[Collected data entries]
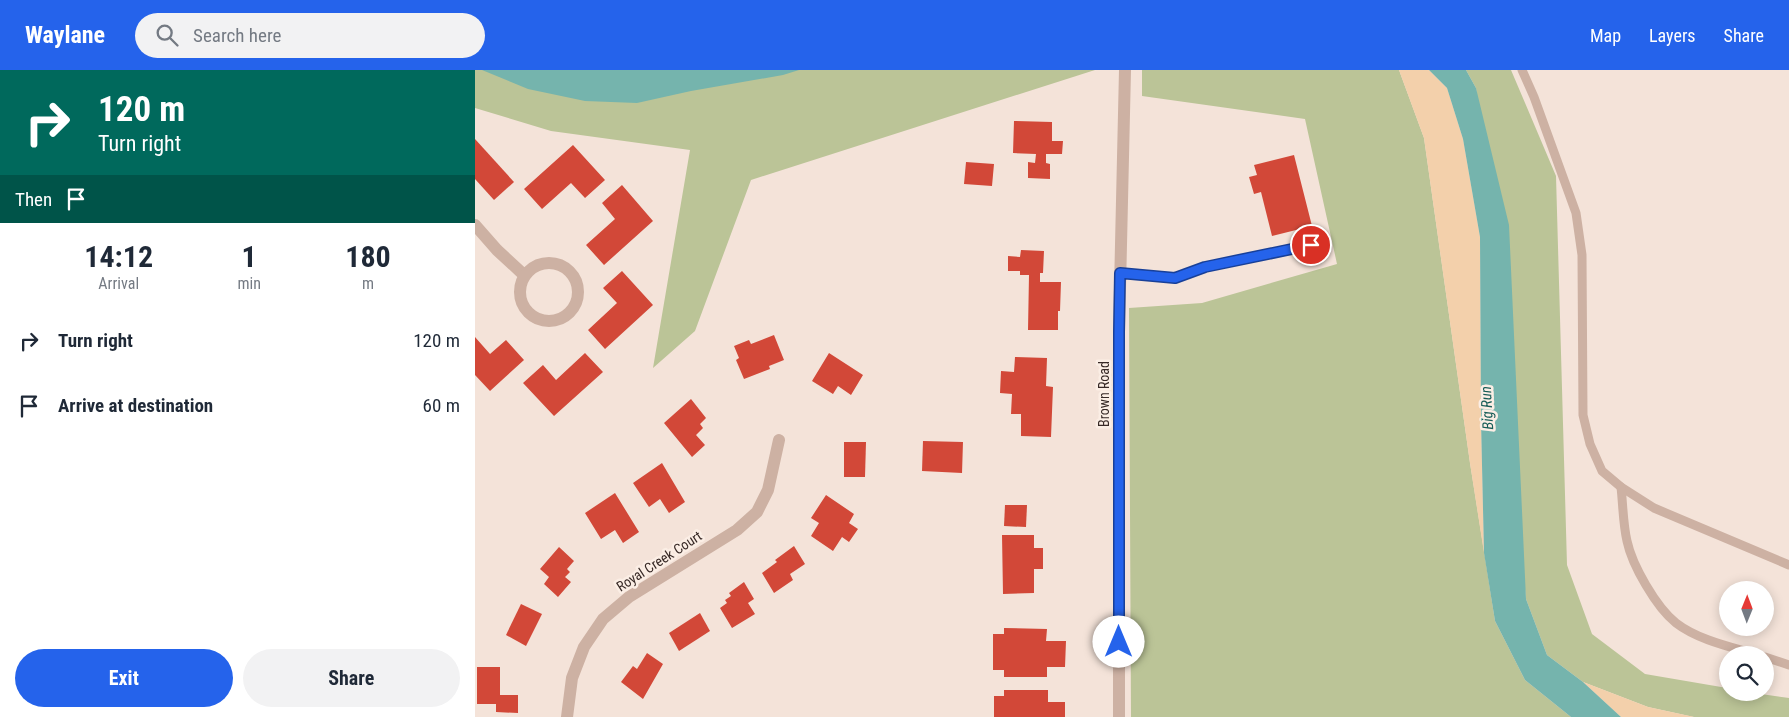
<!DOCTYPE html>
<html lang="en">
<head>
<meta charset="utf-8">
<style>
  :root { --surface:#fff; --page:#f2f2f3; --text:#1f2937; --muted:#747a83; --accent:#2563eb }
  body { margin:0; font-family:"Roboto Condensed",sans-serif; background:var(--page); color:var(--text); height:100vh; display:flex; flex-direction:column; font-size:19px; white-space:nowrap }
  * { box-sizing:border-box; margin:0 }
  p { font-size:16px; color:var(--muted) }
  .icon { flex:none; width:28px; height:28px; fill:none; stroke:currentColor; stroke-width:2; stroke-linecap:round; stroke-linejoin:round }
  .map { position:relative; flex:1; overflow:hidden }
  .drawer { display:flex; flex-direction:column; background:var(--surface); width:475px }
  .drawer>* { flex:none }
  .guide { background:#00695c; color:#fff; overflow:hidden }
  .needle { width:32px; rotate:1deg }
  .fabs { position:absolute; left:1244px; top:511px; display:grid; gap:10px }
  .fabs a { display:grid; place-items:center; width:55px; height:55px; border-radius:50%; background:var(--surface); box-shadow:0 2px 12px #0003; font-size:25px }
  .pin { position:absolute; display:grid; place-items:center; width:42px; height:42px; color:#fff; margin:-21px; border:2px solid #fff; border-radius:50%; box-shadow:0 1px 5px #0007 }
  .me { position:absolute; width:55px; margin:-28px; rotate:0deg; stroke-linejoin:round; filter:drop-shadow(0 0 4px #0008) }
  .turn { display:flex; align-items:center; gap:18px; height:105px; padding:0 15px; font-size:22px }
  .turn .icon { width:65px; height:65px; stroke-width:2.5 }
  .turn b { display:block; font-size:35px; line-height:42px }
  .then { display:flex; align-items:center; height:48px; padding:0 15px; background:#0003; gap:10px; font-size:19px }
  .eta { display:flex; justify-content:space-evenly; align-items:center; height:85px; text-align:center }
  .eta b { font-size:30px; font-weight:700; line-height:35px }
  .button { display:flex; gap:10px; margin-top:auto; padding:10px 15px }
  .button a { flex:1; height:58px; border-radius:30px; background:var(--accent); color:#fff; font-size:20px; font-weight:700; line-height:58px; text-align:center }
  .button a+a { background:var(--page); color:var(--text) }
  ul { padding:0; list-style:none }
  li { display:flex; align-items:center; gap:15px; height:65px; padding:0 15px }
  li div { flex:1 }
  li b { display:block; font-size:19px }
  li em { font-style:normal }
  header { display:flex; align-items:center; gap:30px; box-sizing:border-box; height:70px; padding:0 25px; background:var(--accent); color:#fff }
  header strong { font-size:24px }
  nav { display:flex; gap:28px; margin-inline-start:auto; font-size:18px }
  .search { width:350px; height:45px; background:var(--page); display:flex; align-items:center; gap:12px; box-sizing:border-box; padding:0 18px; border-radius:28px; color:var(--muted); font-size:19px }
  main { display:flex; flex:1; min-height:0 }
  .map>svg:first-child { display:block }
</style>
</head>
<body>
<header>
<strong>Waylane</strong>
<div class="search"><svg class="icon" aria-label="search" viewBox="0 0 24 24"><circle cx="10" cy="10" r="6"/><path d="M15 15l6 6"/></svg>Search here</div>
<nav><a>Map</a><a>Layers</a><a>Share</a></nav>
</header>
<main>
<section class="drawer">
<div class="guide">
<div class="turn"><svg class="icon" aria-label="right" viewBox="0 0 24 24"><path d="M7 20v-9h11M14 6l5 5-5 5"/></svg><div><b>120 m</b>Turn right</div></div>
<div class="then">Then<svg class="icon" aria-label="arrive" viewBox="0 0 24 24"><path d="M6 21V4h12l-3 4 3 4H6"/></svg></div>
</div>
<div class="eta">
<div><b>14:12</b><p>Arrival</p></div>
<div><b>1</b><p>min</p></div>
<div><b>180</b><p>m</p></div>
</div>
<ul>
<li><svg class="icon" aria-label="right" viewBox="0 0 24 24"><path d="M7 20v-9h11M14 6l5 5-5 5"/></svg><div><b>Turn right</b></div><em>120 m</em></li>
<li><svg class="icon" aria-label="arrive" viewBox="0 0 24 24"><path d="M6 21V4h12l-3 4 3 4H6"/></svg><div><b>Arrive at destination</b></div><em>60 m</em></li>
</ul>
<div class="button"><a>Exit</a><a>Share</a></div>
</section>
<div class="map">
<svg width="1314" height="647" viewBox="0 0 1314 647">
  <rect width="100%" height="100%" fill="#f4e3d9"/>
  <g fill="#bbc497">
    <path d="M 0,0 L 620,0 L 276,110 L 220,261 L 178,298 L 215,80 L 76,61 L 0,38 Z"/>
    <path d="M 667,0 L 924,0 L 949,68 L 995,393 L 1020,551 L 1050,610 L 1096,647 L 656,647 L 654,238 L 727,233 L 862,194 L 830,49 L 667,26 Z"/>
    <path d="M 991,0 L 1036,0 L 1081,106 L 1092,495 L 1117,564 L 1170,604 L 1252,618 L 1252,622 L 1279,623 L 1314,628 L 1314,647 L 1219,647 L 1173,637 L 1108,612 L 1072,585 L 1051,529 L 1001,18 Z"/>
  </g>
  <g fill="#f3d0ab">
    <path d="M 924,0 L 954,0 L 972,18 L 988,69 L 1005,167 L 1006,351 L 1009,483 L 995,393 L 949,68 Z"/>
    <path d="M 1108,612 L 1173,637 L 1219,647 L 1146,647 Z"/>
  </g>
  <g fill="#75b4ad">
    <path d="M 7,0 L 324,0 L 308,5 L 216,21 L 162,33 L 110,31 L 53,19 Z"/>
    <path d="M 954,0 L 991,0 L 1001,18 L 1034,155 L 1051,529 L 1072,585 L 1108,612 L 1146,647 L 1096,647 L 1050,610 L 1020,551 L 1009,483 L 1006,351 L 1005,167 L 988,69 L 972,18 Z"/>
  </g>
  <g fill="#d24838">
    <path d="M 539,51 L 577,52 L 577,71 L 588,71 L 587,84 L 571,84 L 571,93 L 575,94 L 575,109 L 553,108 L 553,92 L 560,93 L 561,84 L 538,83 Z"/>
    <path d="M 0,69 L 39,112 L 19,130 L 0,109 Z"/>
    <path d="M 98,75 L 130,110 L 110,128 L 96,113 L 67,139 L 49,119 Z"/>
    <path d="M 819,85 L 837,156 L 797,166 L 786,122 L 779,124 L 774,107 L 782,105 L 779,95 Z"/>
    <path d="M 491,92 L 519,94 L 517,116 L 489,114 Z"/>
    <path d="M 147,115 L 178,151 L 129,195 L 111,175 L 140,149 L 127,133 Z"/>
    <path d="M 546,180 L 569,181 L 568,203 L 565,203 L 565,212 L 586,212 L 585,241 L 583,241 L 583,260 L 553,260 L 554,205 L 545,205 L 545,201 L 533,201 L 533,186 L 545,187 Z"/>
    <path d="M 147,201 L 178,235 L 130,279 L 113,260 L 142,233 L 128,218 Z"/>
    <path d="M 299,265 L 309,290 L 294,296 L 295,299 L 269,309 L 261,290 L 264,288 L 259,276 L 274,270 L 276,274 Z"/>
    <path d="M 0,267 L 15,284 L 31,270 L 49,290 L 15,321 L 0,305 Z"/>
    <path d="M 110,283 L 128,302 L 79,346 L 48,313 L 68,295 L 81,310 Z"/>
    <path d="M 354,283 L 388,305 L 376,325 L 363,316 L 358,324 L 337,311 Z"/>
    <path d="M 540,287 L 572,288 L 571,316 L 578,317 L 576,367 L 546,366 L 546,344 L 536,344 L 537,324 L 525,323 L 526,301 L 539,302 Z"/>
    <path d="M 216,329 L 231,348 L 225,354 L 228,358 L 221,365 L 230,375 L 217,387 L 189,353 Z"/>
    <path d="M 448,371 L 488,372 L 487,403 L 447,401 Z"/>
    <path d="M 369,372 L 391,372 L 390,407 L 369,407 Z"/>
    <path d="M 187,393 L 210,432 L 194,443 L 185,429 L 174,437 L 158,413 Z"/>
    <path d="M 140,423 L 164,462 L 148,473 L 140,460 L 126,469 L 110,443 Z"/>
    <path d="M 351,425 L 379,444 L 374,453 L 383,459 L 374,472 L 367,467 L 358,481 L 336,466 L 344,453 L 336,448 Z"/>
    <path d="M 530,435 L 552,435 L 551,457 L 529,456 Z"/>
    <path d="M 527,465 L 559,465 L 559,478 L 568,478 L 568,499 L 559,499 L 559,523 L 528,524 Z"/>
    <path d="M 319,476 L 330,494 L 315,504 L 318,510 L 299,523 L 287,503 L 302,492 L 300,490 Z"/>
    <path d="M 84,477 L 99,491 L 92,499 L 95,502 L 90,507 L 96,512 L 83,527 L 69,514 L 74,507 L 65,499 Z"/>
    <path d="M 269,512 L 279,529 L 273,533 L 280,544 L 257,558 L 245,538 L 252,533 L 250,530 L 256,526 L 254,523 Z"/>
    <path d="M 46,534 L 67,544 L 51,576 L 31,565 Z"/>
    <path d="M 225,543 L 235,561 L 204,581 L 194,563 Z"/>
    <path d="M 529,558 L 572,559 L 571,571 L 591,571 L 590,597 L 572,597 L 572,607 L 529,607 L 529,600 L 518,600 L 518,564 L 529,564 Z"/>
    <path d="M 172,583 L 188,594 L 168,629 L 146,612 L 158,596 L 162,599 Z"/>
    <path d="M 2,597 L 25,597 L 25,625 L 43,625 L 43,643 L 21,642 L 21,634 L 2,634 Z"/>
    <path d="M 529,620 L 573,620 L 573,632 L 590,632 L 590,647 L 519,647 L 519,626 L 529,626 Z"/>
  </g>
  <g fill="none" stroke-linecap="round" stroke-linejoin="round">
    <g stroke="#cdb1a3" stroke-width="9">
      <path d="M 1047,0 L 1059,27 L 1101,143 L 1107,185 L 1108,345 L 1115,374 L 1127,401 L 1146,417 L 1179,438 L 1314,495"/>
      <path d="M 645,203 L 700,208 L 730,197 L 836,175"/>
      <path d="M 1146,417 C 1148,435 1148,454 1152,471 C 1157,495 1181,537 1201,553 C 1223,570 1256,577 1283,585"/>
      <path d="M 1290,587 L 1314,595"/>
    </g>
    <g stroke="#cdb1a3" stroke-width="12">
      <path d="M 0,155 L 22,180 L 49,205"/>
      <circle cx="74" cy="222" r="29"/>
      <path d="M 92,647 L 97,608 L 109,577 L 128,549 L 154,527 L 262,460 L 282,442 L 293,420 L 304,370"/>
      <path d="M 644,647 L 644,262 L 650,0"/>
    </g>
  </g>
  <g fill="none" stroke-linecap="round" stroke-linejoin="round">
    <g stroke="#184099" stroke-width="12">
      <path id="route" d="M 644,572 L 644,262 L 645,203 L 700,208 L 730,197 L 836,175"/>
    </g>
    <use href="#route" stroke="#2563eb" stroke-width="9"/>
  </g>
  <g text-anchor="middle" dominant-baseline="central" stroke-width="5" stroke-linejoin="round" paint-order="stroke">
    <g font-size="14" fill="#372926" stroke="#fbeee5">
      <text transform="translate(629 324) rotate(-90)">Brown Road</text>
      <text transform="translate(184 491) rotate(-33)">Royal Creek Court</text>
    </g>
    <g font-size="15" font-style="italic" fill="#175d58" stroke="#fbeee5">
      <text transform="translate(1012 338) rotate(-93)">Big Run</text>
    </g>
  </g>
</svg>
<div class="fabs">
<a><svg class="needle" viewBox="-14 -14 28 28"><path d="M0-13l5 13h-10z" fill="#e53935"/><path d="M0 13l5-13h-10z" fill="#747a83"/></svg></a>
<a><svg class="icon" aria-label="search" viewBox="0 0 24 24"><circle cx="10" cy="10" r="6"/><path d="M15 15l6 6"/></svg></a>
</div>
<div class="pin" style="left:836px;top:175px;background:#d93025"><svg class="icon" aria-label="arrive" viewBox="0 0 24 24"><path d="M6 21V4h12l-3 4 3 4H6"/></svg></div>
<svg class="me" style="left:644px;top:572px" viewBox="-20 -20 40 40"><circle r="19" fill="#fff"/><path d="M0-13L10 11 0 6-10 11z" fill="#2563eb"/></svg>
</div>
</main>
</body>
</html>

▶ WHAT IS REQUIRED: Look over the records. Copy the lines that include the word "drawer".

▶ TASK ANSWER:
  .drawer { display:flex; flex-direction:column; background:var(--surface); width:475px }
  .drawer>* { flex:none }
<section class="drawer">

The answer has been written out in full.